Hyperpigmentation is an umbrella term for any area of skin that has become darker than the surrounding skin due to excess melanin. PIH, melasma, and sun spots all fall under this umbrella — but they form differently and need different approaches. When people say "I have hyperpigmentation," they usually mean one of the three types below.
Type 01
Post-Inflammatory Hyperpigmentation (PIH)
What it is
The dark mark left after skin heals from any inflammation — a pimple, rash, insect bite, cut, or eczema flare.
How it forms
Inflamed skin triggers a protective melanin response.
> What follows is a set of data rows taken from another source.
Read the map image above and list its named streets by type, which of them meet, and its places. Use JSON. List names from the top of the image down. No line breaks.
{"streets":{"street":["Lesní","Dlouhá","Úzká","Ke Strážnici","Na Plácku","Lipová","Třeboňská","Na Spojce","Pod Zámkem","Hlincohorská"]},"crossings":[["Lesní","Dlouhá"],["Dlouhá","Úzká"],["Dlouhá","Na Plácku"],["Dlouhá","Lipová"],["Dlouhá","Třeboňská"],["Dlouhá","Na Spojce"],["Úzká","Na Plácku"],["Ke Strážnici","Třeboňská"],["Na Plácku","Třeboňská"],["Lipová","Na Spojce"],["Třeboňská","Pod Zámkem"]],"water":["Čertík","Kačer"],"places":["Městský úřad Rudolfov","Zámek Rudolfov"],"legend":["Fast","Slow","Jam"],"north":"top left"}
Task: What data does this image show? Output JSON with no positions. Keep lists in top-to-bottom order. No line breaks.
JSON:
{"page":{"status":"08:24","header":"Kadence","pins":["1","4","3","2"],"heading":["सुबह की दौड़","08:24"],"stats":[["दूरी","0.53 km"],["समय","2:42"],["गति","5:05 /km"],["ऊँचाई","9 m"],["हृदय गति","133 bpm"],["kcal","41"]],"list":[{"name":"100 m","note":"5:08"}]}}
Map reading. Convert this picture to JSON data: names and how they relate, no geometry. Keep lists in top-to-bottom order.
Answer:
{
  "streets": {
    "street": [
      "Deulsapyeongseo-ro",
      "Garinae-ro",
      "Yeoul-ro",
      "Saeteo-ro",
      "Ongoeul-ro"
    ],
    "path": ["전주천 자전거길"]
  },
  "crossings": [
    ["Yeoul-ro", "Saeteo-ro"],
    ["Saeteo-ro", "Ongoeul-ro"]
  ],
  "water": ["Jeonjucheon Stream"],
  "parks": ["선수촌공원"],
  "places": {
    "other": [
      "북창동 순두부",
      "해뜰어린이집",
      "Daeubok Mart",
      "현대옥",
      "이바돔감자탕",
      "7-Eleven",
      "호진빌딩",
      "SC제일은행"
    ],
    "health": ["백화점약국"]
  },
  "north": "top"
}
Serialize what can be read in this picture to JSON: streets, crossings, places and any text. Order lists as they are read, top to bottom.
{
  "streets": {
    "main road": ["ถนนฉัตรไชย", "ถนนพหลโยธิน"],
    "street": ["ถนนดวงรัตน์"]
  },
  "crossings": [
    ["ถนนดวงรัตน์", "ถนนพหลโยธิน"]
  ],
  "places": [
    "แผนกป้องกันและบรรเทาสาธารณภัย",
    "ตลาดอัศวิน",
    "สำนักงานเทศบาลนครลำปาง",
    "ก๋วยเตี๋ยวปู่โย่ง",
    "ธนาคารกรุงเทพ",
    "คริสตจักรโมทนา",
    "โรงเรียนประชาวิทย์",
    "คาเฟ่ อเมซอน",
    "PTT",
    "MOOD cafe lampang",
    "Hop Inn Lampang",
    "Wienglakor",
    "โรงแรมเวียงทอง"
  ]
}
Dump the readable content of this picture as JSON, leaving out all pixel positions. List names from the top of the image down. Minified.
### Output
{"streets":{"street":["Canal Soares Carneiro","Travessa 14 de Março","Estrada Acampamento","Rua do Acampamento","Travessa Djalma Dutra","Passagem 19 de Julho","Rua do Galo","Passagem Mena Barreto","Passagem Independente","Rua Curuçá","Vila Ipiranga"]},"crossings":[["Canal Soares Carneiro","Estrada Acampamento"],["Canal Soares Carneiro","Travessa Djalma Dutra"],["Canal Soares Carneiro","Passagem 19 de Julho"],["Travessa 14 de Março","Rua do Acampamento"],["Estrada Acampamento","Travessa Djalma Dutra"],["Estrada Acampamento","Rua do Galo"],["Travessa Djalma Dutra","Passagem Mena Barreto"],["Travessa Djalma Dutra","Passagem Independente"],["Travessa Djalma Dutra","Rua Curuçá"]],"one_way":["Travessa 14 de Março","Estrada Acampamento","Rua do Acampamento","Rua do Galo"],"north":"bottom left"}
On melanin-rich skin — like most Indian skin — that response is stronger and faster, which is why PIH appears darker and lingers longer. This is not a flaw. It is the skin's defence mechanism working as designed.[2]
What it looks like
A flat, well-defined dark spot in the exact location of the original inflammation. Not patchy or blotchy — a specific mark at a specific site.
Timeline
With the right actives and daily SPF, PIH typically fades in 3–6 months. Without SPF, UV exposure continues stimulating melanin in the area and extends the timeline significantly.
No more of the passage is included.